**Work required**
Search the listing below for the string "fabs" and copy every line where it occurs.

================

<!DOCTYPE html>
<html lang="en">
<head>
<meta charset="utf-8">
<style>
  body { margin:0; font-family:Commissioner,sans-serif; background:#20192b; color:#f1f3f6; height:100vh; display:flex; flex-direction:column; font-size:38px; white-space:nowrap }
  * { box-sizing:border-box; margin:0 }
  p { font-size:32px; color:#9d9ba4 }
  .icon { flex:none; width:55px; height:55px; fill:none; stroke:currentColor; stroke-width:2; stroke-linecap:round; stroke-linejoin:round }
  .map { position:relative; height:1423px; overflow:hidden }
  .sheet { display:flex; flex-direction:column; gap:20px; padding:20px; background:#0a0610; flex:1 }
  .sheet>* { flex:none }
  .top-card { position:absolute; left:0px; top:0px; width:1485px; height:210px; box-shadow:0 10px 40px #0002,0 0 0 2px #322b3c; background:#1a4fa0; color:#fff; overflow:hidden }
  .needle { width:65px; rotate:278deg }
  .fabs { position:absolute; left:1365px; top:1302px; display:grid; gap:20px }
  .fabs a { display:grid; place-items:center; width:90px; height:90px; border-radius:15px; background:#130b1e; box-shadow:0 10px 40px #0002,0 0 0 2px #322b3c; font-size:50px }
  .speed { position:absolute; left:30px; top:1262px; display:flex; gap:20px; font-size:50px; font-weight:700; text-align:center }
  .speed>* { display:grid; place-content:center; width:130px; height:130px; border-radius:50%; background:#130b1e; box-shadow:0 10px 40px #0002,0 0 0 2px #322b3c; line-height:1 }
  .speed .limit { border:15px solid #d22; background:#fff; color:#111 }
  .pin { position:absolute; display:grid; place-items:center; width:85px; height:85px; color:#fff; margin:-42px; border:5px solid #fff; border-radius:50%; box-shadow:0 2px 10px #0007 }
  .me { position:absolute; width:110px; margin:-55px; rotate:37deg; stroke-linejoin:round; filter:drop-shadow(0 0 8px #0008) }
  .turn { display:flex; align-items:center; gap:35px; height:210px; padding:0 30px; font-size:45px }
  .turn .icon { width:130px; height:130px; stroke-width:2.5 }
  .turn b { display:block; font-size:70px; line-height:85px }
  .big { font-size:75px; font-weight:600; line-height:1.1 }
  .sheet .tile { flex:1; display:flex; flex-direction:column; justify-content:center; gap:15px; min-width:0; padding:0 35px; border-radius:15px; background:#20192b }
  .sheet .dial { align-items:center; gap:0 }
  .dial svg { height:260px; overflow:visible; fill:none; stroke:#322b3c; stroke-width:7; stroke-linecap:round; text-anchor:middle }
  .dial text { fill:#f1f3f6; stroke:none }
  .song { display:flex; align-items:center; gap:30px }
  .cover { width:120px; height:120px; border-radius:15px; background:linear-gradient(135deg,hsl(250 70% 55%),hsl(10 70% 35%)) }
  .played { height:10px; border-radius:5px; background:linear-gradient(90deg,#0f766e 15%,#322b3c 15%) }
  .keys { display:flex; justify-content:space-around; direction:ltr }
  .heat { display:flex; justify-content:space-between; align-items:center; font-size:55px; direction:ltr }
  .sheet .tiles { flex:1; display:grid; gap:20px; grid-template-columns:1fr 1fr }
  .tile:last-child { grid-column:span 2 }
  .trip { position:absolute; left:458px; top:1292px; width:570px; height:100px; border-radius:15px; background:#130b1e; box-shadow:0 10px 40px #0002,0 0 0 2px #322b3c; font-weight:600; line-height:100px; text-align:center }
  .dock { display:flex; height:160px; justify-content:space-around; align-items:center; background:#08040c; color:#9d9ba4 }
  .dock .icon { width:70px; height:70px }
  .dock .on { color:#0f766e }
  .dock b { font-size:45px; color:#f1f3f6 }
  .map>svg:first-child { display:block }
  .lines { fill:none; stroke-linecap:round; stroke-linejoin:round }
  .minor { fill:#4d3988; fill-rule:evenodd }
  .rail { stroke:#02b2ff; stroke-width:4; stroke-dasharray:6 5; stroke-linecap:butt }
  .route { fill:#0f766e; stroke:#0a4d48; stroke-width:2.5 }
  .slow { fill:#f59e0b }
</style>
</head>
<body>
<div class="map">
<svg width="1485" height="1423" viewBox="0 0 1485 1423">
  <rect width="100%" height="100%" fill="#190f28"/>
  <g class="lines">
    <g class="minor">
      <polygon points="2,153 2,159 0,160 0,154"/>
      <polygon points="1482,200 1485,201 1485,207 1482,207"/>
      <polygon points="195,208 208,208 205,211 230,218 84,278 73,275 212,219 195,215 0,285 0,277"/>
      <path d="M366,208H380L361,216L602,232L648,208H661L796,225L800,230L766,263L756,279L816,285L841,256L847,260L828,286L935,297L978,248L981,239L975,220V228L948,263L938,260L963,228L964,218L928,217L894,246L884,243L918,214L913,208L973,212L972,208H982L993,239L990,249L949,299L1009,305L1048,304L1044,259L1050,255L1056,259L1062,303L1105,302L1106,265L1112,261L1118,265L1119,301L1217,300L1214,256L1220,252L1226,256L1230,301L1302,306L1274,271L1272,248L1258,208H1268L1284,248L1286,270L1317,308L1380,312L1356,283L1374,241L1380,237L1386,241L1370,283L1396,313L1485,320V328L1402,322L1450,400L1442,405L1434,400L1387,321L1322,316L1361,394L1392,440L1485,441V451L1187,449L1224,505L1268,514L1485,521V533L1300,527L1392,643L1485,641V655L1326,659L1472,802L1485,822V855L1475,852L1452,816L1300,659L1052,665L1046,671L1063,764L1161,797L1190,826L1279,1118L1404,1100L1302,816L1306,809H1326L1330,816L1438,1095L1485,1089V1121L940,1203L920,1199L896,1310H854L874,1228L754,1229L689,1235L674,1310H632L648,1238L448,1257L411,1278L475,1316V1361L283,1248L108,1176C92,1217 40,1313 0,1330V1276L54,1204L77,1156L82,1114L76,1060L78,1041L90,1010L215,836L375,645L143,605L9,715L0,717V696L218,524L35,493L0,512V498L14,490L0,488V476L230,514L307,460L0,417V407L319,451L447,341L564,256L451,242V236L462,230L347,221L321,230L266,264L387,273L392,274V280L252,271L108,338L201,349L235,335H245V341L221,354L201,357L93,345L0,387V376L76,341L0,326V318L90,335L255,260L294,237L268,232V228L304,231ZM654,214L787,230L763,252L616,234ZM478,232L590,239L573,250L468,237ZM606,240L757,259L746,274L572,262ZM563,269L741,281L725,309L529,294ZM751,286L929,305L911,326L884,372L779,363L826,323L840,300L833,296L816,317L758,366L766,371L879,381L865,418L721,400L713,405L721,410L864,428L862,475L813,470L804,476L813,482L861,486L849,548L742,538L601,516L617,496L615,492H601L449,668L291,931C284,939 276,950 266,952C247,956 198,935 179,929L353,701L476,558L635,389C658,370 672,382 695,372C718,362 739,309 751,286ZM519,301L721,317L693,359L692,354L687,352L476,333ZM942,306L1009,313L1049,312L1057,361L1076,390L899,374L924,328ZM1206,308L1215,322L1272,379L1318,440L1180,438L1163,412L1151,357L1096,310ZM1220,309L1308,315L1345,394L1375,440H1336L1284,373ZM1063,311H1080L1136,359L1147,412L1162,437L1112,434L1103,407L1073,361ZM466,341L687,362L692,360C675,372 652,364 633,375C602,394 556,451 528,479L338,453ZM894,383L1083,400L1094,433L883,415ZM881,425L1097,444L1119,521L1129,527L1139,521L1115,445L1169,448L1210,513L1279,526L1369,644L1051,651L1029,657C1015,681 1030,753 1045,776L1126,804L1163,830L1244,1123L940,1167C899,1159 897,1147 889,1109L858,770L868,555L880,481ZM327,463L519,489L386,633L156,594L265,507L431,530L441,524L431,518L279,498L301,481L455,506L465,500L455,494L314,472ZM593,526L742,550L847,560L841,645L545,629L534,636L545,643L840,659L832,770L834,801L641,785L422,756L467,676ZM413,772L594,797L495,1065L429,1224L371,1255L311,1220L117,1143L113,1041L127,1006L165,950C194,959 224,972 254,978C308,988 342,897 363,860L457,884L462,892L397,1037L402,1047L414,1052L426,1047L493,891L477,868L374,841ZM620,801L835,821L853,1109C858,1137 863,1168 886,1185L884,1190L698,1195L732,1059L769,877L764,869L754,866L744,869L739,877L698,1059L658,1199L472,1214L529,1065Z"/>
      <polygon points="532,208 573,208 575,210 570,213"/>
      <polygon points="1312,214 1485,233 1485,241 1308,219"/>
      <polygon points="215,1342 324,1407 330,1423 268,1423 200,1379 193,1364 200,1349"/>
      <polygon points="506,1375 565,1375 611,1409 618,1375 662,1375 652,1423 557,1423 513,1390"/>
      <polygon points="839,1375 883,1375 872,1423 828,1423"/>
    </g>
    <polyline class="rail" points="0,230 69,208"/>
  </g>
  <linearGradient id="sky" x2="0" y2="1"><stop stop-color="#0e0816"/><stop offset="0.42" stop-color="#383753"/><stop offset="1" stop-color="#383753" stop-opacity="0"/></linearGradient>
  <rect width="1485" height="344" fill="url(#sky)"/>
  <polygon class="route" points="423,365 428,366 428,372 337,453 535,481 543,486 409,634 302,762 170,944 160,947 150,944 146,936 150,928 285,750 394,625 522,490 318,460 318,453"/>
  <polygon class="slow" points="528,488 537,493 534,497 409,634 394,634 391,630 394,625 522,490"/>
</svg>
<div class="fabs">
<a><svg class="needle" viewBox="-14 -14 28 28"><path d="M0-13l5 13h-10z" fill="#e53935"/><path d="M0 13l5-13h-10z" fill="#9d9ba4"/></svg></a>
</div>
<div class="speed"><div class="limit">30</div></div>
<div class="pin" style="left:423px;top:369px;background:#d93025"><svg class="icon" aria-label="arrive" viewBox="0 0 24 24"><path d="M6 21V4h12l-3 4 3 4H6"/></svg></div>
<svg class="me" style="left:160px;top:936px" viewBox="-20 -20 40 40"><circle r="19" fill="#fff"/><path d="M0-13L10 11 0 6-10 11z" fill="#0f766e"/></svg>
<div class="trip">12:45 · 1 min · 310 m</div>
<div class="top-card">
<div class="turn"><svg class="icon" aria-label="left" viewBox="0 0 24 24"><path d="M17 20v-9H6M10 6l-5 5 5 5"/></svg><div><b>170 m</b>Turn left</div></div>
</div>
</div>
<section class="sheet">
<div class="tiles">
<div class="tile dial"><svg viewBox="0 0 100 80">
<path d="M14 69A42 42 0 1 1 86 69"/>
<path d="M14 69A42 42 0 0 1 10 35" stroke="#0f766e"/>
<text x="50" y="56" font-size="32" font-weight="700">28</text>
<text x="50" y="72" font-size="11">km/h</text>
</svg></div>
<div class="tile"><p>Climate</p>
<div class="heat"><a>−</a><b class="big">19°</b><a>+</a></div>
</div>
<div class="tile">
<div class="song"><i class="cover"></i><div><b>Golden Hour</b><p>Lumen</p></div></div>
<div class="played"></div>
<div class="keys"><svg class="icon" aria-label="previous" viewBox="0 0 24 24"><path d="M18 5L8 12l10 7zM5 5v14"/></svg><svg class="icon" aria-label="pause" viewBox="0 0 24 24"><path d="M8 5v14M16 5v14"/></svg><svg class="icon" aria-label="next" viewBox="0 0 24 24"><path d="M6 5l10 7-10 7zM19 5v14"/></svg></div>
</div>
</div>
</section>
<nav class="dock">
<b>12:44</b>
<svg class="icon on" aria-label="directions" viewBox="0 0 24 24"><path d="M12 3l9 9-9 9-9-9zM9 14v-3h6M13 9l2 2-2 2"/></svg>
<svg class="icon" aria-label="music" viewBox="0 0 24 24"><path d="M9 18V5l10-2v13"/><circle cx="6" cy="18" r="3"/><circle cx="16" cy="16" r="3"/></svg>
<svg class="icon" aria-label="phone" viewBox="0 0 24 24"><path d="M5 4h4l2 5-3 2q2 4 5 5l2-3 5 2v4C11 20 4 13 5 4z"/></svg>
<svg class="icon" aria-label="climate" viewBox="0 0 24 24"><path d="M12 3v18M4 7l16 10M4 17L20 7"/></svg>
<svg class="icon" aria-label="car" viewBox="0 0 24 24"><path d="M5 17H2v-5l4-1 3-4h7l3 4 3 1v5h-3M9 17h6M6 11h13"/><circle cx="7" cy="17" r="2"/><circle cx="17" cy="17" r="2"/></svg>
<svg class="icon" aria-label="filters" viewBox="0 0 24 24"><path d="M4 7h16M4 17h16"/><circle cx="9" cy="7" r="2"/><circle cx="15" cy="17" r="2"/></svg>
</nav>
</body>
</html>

================

**Response area**
  .fabs { position:absolute; left:1365px; top:1302px; display:grid; gap:20px }
  .fabs a { display:grid; place-items:center; width:90px; height:90px; border-radius:15px; background:#130b1e; box-shadow:0 10px 40px #0002,0 0 0 2px #322b3c; font-size:50px }
<div class="fabs">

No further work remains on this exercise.